You are trying to blame me ffs
I'm well aware it's not just the happy clappers but it fuels it. Soon as you mention him getting papped out someone disagrees and all of sudden they are the measured one and we are just pant pishers.
He's had his chance, he's come up far too short. Should have been sacked years ago. All for reasons that's nothing to do with Goodwillie or talking to the Huns.
Not you especially I said we were all to blame and not just the happy clappers.
We have become a club who win a trophy every 20 years,that should never have been accepted by any of us but we seem to have sleep walked into this situation.
Personally I think we should be a club who sees winning trophies as being successful but the way Cormack was going on the other day he thinks qualifying for Europe is a success which was disappointing to hear.

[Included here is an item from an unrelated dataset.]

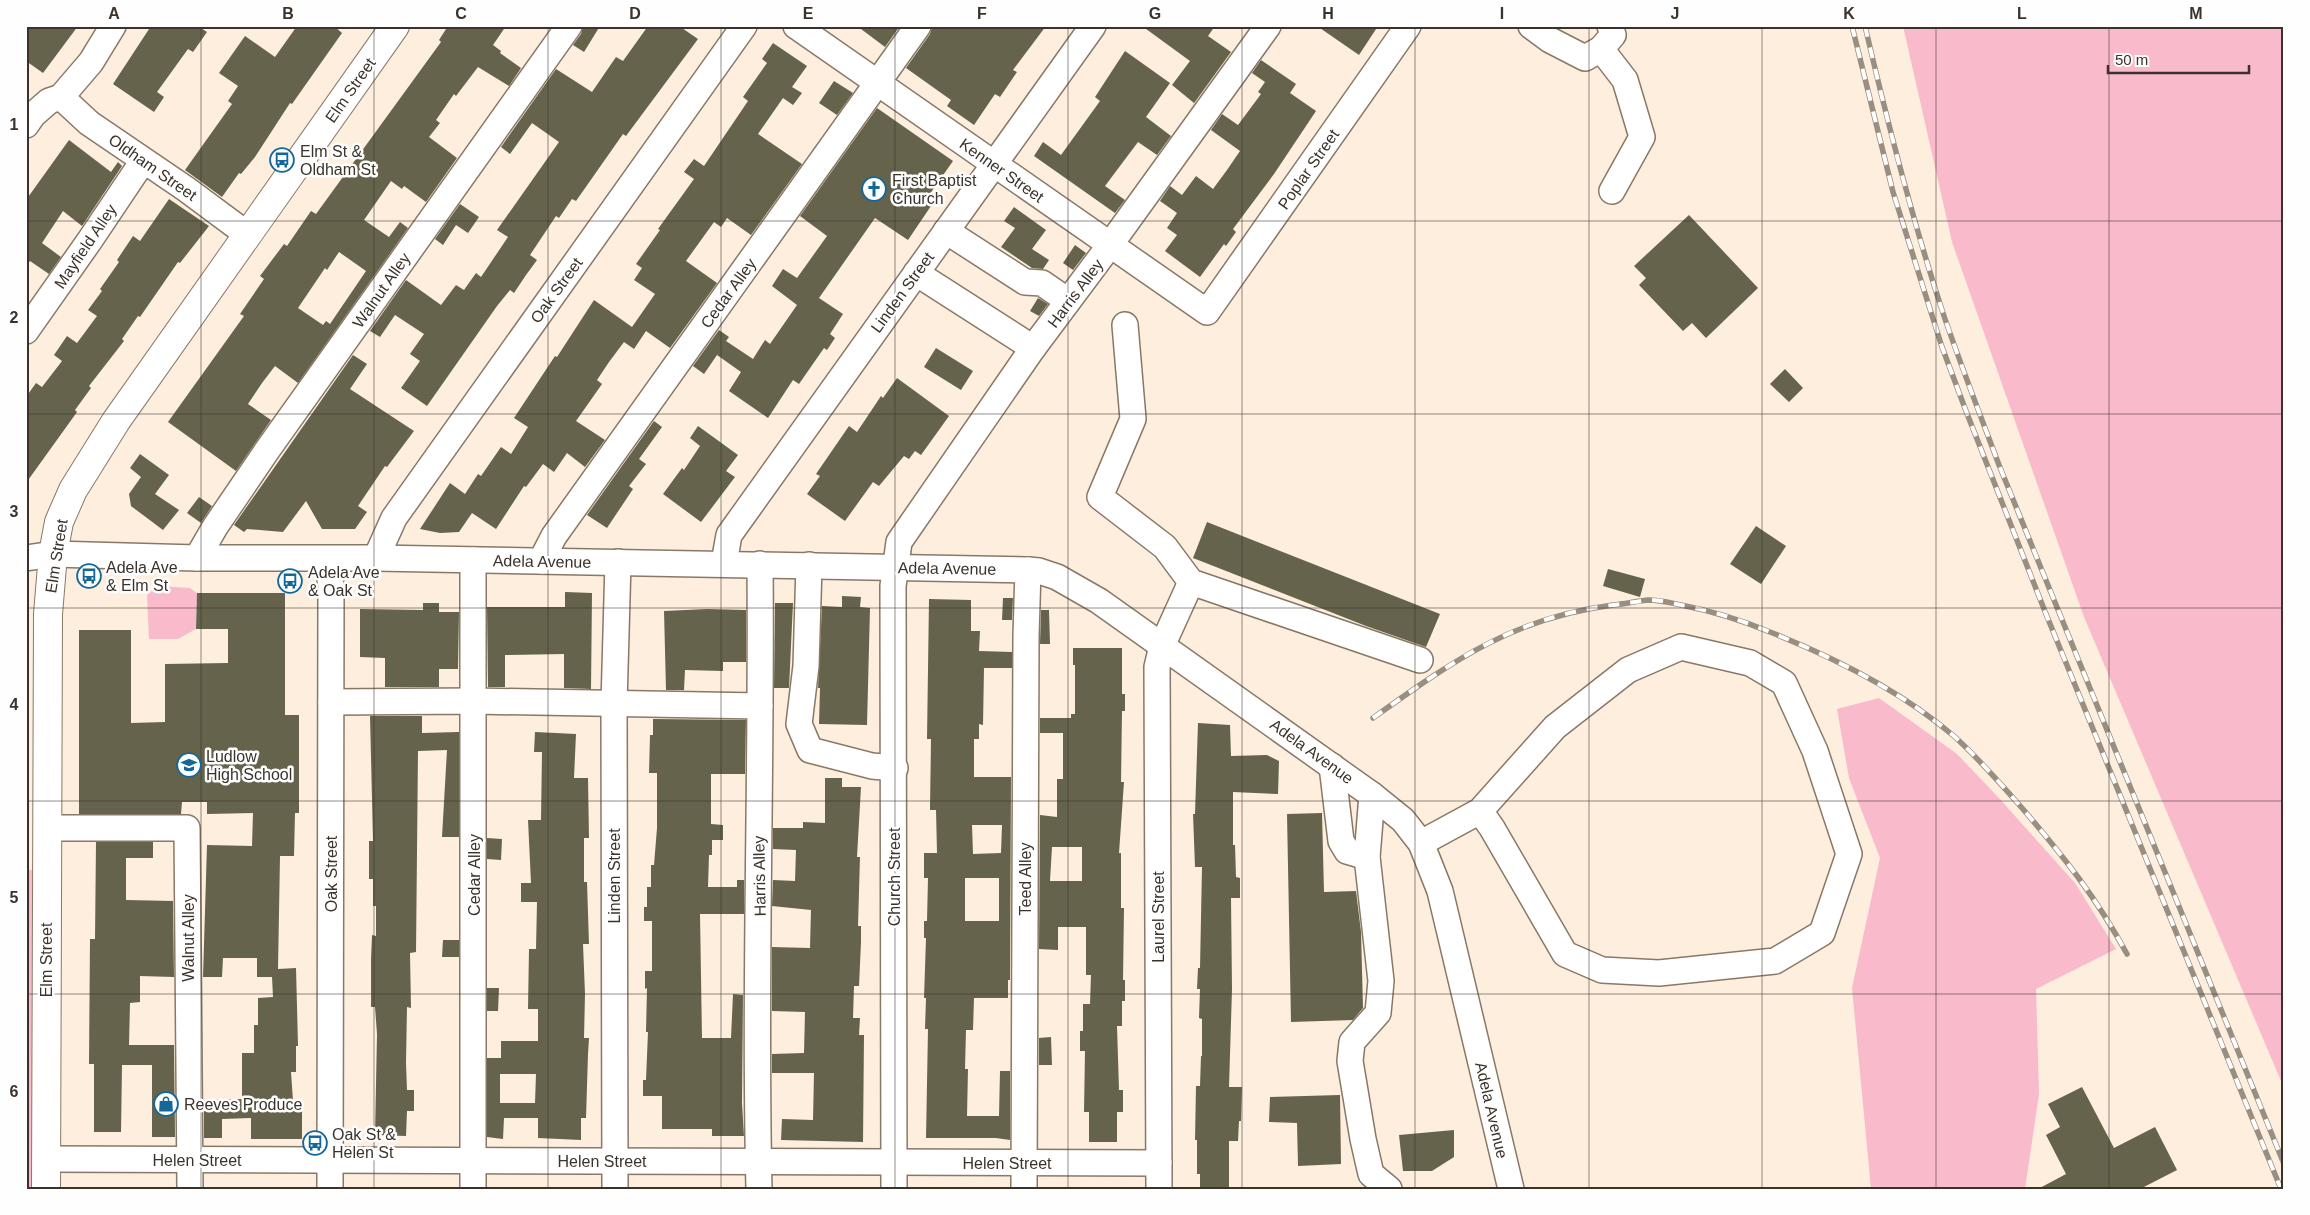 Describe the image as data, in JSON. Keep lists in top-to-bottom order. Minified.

He wants us to try to finish 2nd so we get a champions league place.
I would rather win the Scottish cup.
Under Derek McInnes we have absolutely no chance of finishing above a poor Celtic. I don’t think we need to concern ourselves with the champions league. The reality is, I don’t think we should really concern ourselves with the Scottish cup either. No point kidding ourselves on at this point.
I tend to agree with Rico, and I think I'm as guilty as anyone. That period from the mid-90s on was truly horrible. Although I'm not sure it's fair to say we did nothing about it - I'm sure we helped get a fair few managers sacked. It's just that when they were sacked, Milne could be relied upon to choose another dud to replace them.

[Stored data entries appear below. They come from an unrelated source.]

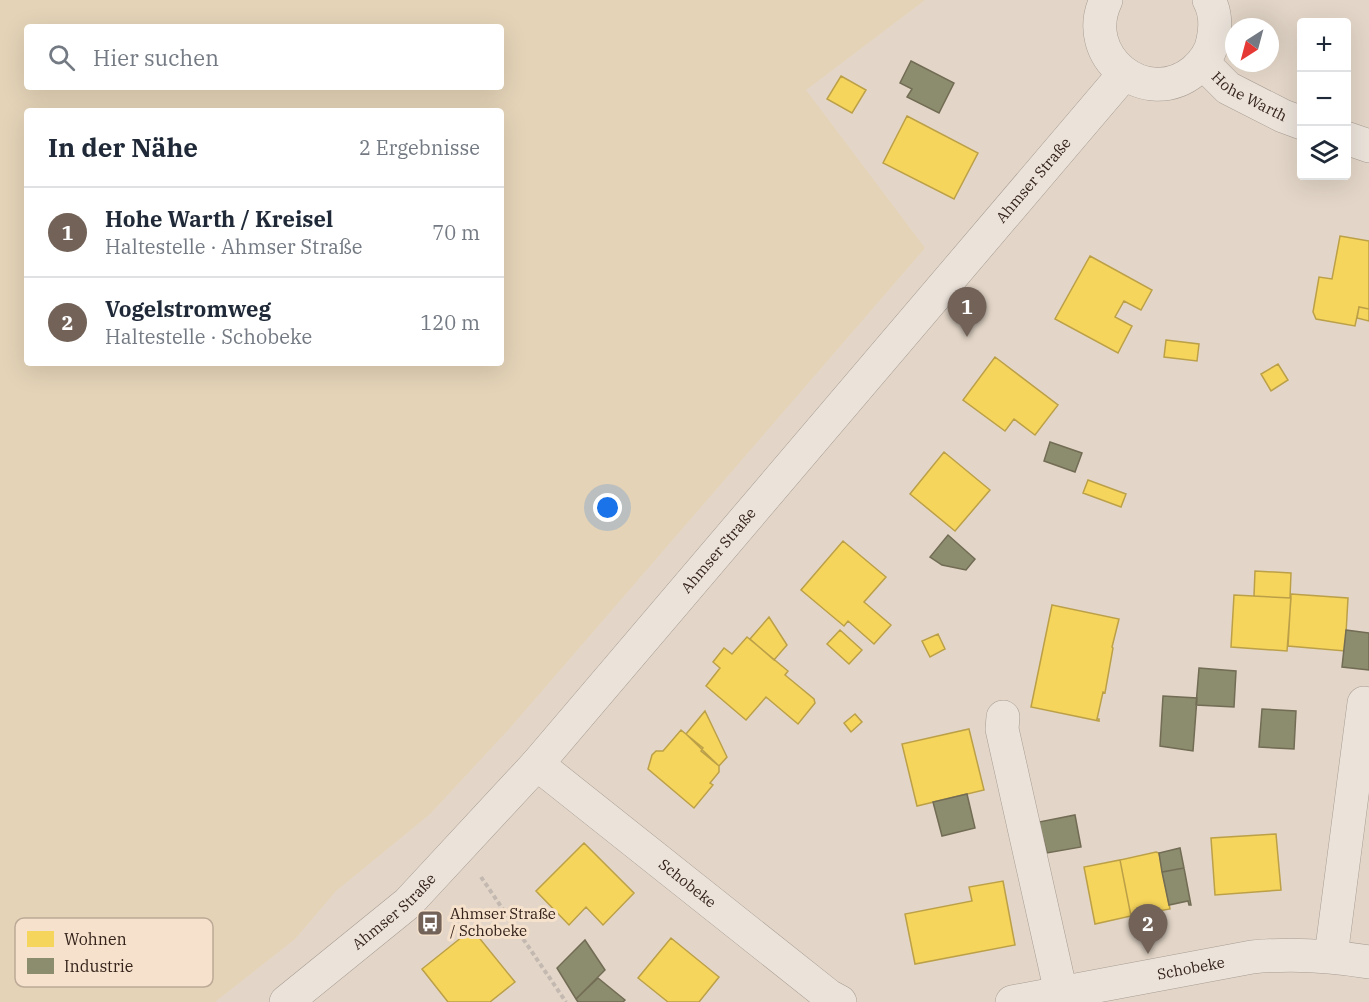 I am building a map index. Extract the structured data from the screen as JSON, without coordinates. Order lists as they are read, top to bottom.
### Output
{
  "streets": {
    "street": ["Hohe Warth", "Ahmser Straße", "Schobeke"]
  },
  "crossings": [
    ["Ahmser Straße", "Schobeke"]
  ],
  "places": {
    "bus stop": ["Ahmser Straße / Schobeke"]
  },
  "legend": ["Wohnen", "Industrie"],
  "north": "bottom left",
  "page": {
    "map_buttons": ["+", "−"],
    "search": "Hier suchen",
    "heading": ["In der Nähe", "2 Ergebnisse"],
    "list": [
      {
        "mark": "1",
        "name": "Hohe Warth / Kreisel",
        "note": "Haltestelle · Ahmser Straße",
        "value": "70 m"
      },
      {
        "mark": "2",
        "name": "Vogelstromweg",
        "note": "Haltestelle · Schobeke",
        "value": "120 m"
      }
    ],
    "pins": ["1", "2"]
  }
} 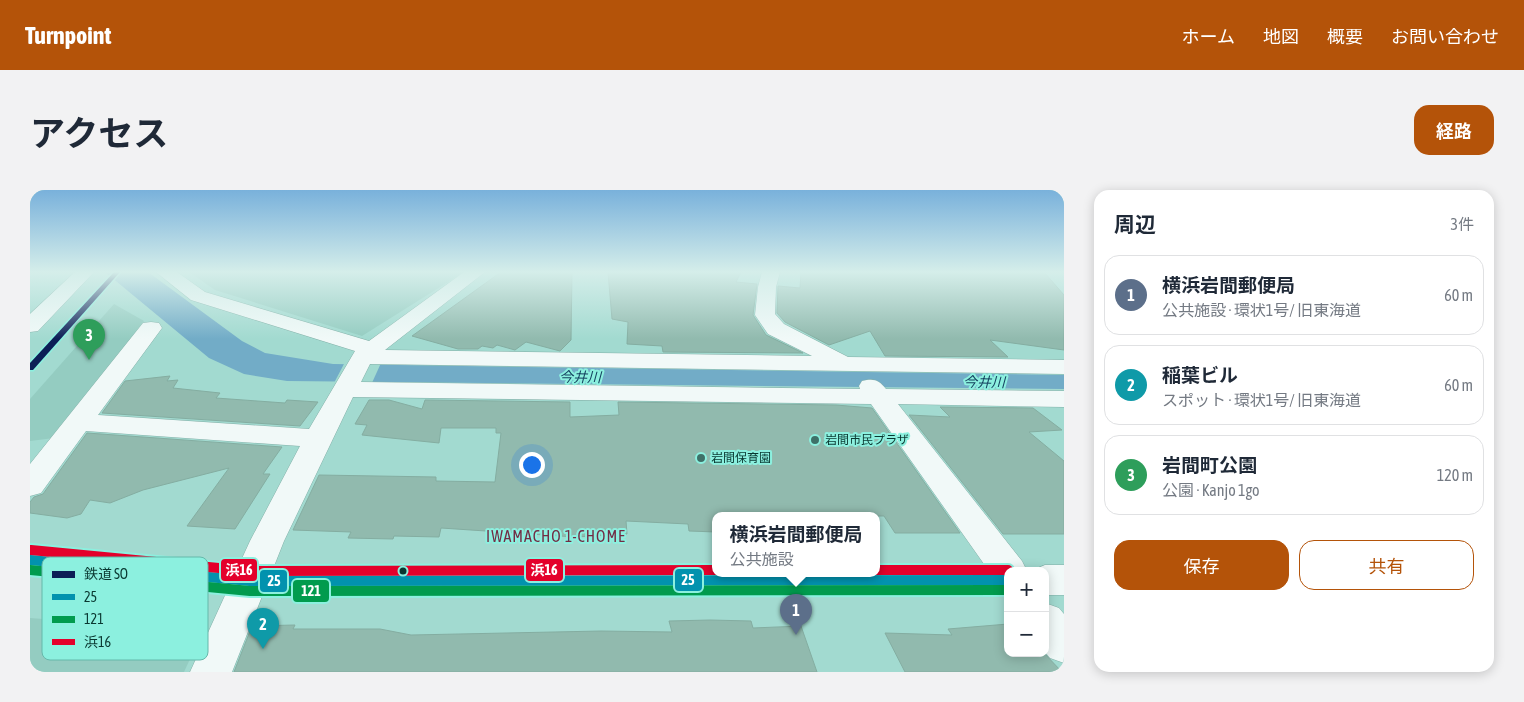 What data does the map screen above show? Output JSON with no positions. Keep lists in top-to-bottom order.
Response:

All of which meant that by the time Pa Broon came along, our expectations were close to 0. So when McInnes followed, won something, signed some talent, sounded reasonable by comparison in front of the media, etc. and started to get us competing at the top end of the table, and regularly playing in Europe (yes, I know, I know) it did feel like we'd taken a step up. In fact, let's be honest, we did take a step up. It was from a low base, but that low base had endured for a miserably long time. So it was progress and there was a wee bit of hope.
The problem was then that the hope he kindled has never really blossomed into anything. I want us to win the league, I want the players to believe we can win the league and although I don't think that's likely without significant financial investment, that should be the aim.
But the thing that's really done for him in my view, is our failure to perform well in Cup Finals and Semis. Yes we won one, but it was a miserable match and we scraped through. It's the lack of real belief when we come up against the gruesome twosome and the general negative tactics in big matches that's holding us back. For those games, I'd much rather we could go back to Jimmy Calderwood. At least we'd get stuck in.
So I think it is now time for a change. And I don't believe that Cormack would make a dire appointment like Milne would have done. Obviously there's an element of risk with any change of manager, but once we've got crowds back in and an income stream, the time has come.
When Cormack spoke pish at the AGM about how, under McInnes, we've climbed from 289th to 140th in the Uefa rankings, it was very disingenuous.
Firstly, we should've never been as low as 289th. Around us were Latvian, Lithuanian, Finnish teams and the like.
Secondly, Wllie and Elaine Donald wiped out the 14.5 million debt allowing any new incumbent to the job conditions that weren't experienced by his immediate predecessors.
Therefore, given the circumstances, Mike Bassett could've guided us 150 places up the rankings. But Delboy's inability to learn from defeats means that we're finding it impossible to climb any higher.
Cormack is trying to impress investors at the AGM but he also knows that what he's saying is being soaked up by the majority of Dons supporters who think the club can do no wrong.
I'm afraid that I've heard enough from Cormack to think that he'll be just another also-ran in the Milne mould.